Alitalia, which estimates 2004 losses of EUR850 million (USD$1.1 billion), declined to reveal on Thursday the cost of the latest round of strikes by the SULT, but union sources estimate damage in the millions of euros.
The SULT, undaunted, has warned it will continue to strike until Alitalia provides better terms for flight attendants than it gave in recent deals with the bigger unions, which bowed to salary cuts.
On Wednesday, Alitalia was forced to cancel 132 flights. Two other SULT strikes this year forced the state-controlled carrier to scrap more than 300 flights. The airline says it has an average of 540 flights departing from Italy every day.
"These (cancellations) have led to yet more lost revenues, vital for the company, but the real damage will be the loss of credibility with clients and investors," Alitalia said.

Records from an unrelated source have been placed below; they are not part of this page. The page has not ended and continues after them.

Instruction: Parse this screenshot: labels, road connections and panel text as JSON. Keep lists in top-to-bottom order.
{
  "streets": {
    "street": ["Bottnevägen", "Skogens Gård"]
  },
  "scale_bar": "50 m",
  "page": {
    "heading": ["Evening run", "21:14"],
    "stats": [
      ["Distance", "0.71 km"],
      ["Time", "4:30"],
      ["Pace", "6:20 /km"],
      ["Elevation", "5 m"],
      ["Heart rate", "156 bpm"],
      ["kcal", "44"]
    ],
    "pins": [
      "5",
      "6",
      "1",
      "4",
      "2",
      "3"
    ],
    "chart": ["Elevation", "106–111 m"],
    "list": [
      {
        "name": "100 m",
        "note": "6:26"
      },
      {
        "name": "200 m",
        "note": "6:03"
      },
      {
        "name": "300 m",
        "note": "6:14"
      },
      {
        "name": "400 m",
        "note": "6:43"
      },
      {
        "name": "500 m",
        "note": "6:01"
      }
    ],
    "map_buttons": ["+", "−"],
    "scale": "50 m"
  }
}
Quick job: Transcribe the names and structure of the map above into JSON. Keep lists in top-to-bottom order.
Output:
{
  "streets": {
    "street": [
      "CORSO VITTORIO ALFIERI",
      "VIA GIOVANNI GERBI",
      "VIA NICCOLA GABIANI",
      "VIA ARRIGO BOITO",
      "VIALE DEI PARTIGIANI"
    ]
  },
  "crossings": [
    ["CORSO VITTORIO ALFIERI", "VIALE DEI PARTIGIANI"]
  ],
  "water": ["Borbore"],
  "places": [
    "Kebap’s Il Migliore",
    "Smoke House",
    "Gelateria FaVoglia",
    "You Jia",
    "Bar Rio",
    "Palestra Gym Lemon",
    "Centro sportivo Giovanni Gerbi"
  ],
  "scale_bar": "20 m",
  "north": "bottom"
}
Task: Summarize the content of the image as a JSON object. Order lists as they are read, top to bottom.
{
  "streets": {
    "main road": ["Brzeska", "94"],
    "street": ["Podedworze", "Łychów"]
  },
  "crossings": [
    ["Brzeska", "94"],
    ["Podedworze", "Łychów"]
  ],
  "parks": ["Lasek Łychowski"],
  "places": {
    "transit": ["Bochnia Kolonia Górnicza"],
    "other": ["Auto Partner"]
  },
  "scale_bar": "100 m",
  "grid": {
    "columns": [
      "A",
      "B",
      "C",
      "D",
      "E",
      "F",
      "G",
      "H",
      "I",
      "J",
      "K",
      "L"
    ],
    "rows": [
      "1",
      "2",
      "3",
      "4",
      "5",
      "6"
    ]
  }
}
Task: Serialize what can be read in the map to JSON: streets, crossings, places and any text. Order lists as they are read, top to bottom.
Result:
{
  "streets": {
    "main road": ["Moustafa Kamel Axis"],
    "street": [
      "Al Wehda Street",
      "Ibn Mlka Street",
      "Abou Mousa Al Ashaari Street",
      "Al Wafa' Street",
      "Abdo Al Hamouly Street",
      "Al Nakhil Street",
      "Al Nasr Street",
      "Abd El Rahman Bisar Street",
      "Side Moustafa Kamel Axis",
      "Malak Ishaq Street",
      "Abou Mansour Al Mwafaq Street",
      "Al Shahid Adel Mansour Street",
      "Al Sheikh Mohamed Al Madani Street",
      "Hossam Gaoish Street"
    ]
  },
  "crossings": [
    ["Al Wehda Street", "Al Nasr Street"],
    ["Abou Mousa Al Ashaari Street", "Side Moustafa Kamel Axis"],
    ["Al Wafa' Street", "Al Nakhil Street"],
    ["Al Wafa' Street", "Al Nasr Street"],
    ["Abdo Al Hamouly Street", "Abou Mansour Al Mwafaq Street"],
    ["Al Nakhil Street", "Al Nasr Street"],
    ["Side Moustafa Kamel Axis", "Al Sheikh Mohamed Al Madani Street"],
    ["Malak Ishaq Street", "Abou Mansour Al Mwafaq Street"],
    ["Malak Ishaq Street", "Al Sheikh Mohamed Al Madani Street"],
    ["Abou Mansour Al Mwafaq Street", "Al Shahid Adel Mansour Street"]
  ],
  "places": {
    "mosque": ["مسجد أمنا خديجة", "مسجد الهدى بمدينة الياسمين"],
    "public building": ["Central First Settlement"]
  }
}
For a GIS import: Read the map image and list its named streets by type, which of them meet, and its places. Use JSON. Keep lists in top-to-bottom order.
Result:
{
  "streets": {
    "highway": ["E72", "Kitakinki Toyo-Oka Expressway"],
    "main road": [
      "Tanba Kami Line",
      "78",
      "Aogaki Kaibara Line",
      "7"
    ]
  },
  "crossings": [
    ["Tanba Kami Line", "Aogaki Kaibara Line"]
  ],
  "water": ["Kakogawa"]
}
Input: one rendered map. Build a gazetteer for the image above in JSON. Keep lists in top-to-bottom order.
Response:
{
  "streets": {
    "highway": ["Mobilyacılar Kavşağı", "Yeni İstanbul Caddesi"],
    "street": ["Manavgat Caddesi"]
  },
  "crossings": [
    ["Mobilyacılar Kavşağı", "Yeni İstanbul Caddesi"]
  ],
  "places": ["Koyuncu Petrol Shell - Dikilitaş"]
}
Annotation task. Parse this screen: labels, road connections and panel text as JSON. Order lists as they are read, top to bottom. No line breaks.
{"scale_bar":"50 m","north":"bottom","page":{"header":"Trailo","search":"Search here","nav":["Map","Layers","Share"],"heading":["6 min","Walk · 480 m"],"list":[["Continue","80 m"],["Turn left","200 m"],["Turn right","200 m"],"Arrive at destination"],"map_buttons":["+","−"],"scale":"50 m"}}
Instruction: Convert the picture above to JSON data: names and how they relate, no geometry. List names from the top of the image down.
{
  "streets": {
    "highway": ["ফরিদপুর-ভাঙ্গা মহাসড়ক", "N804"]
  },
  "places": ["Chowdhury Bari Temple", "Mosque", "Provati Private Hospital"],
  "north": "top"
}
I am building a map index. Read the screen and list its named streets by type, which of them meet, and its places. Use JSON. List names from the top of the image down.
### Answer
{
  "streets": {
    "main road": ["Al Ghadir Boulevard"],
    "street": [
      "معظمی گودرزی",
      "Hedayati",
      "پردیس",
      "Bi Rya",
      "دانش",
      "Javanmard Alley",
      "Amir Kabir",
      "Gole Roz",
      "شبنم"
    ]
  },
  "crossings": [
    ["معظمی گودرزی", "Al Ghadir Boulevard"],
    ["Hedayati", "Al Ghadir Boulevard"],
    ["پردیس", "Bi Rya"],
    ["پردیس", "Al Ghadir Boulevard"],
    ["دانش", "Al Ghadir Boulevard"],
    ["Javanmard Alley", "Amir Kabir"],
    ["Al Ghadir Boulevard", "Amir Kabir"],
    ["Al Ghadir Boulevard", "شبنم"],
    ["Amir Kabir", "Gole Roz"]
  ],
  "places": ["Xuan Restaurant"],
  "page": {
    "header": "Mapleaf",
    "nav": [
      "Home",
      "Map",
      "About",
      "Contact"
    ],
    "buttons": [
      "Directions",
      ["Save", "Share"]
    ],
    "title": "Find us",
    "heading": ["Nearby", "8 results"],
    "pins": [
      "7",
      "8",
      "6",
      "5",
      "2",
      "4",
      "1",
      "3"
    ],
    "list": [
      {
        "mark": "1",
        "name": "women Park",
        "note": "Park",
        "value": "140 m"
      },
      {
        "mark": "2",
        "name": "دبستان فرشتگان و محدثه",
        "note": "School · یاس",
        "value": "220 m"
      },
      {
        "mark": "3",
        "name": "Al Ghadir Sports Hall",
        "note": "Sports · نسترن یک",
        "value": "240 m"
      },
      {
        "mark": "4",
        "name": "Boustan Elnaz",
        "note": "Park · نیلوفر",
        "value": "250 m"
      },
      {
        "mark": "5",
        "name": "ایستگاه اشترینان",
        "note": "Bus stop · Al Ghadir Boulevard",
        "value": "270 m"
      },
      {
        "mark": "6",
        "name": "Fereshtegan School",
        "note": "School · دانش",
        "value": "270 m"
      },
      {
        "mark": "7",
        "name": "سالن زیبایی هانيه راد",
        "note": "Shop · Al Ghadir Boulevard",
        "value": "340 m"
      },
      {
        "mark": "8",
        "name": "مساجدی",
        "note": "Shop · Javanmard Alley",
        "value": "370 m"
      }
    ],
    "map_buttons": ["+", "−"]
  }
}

The company also reiterated its plans for a capital increase of up to EUR1.2 billion, which Alitalia needs to pay off debt and finance a restructuring that would spin off ground operations and eventually allow for fleet expansion.
It also warned that it would be ironic if it were ultimately sunk by the small SULT union instead of by troubles such as fuel prices and the heavy debt troubling the entire sector.
"It would be paradoxical to be defeated... just because a few people are being unreasonable," Alitalia said.
The SULT shrugged off the advertisements, saying that, if anything, they were a sign that the industrial action was sending a clear message to management.
"It's a confirmation that the strike was effective," SULT leader Fabrizio Tomaselli said. "We would hope that this same energy shown by the company (in the newspaper ads) is now put into the negotiations."